DATASET CONTENT:
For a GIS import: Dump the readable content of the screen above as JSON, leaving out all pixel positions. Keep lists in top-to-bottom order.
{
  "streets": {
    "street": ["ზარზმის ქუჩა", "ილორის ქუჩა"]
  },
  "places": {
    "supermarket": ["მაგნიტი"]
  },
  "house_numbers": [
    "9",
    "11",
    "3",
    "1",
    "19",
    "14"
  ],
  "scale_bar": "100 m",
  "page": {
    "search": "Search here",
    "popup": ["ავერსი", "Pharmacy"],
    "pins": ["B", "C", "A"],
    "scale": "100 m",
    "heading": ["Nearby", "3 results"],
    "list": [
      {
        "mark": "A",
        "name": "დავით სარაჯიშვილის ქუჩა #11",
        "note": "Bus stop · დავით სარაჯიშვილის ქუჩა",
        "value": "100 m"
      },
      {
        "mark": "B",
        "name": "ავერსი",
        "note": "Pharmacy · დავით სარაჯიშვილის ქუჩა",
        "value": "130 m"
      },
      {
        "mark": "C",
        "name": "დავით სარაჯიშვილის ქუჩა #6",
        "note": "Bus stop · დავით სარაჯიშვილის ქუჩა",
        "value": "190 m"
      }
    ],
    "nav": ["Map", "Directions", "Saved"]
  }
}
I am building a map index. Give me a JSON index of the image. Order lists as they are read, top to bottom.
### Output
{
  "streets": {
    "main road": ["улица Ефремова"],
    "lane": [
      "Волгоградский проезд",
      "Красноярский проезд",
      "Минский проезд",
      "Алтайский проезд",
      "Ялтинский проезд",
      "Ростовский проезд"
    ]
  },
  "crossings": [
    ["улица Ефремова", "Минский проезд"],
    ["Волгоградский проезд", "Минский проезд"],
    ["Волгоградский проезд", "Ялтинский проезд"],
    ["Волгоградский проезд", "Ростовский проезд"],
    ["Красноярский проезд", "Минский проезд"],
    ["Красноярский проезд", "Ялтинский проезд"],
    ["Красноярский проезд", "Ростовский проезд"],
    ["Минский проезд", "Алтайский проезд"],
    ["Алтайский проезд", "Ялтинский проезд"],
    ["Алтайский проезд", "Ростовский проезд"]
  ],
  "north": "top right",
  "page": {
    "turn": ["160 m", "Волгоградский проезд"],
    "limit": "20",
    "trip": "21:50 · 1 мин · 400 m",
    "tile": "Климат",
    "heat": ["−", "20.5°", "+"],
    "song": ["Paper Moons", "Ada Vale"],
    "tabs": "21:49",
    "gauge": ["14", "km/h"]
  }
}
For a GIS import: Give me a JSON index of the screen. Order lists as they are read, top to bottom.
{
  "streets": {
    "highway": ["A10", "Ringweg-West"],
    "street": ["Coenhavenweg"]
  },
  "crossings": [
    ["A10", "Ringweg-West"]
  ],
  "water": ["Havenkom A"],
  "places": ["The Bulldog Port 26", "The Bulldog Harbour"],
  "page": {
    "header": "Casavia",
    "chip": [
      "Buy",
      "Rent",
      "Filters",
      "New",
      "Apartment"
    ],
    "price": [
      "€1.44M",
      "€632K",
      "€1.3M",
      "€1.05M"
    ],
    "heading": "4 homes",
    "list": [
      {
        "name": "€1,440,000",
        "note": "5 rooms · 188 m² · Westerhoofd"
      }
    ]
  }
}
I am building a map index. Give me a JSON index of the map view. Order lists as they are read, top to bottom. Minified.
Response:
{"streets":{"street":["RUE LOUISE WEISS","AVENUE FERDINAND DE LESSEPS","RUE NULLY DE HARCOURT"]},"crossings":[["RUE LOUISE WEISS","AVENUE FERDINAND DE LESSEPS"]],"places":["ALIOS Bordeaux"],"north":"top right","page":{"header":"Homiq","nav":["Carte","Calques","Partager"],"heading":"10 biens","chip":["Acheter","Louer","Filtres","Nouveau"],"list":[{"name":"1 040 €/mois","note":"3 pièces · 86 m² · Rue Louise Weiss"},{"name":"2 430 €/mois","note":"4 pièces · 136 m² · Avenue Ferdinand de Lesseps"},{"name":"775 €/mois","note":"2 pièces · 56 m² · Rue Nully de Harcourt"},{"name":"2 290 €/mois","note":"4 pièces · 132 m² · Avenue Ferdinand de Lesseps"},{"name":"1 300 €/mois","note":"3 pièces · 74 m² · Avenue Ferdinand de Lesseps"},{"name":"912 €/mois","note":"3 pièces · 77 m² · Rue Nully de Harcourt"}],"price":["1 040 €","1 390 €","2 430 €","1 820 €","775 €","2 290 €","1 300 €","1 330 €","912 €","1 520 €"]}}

YOUR INSTRUCTIONS: The required output is every line above that contains the string "Ефремова".

RESPONSE BOX:
    "main road": ["улица Ефремова"],
    ["улица Ефремова", "Минский проезд"],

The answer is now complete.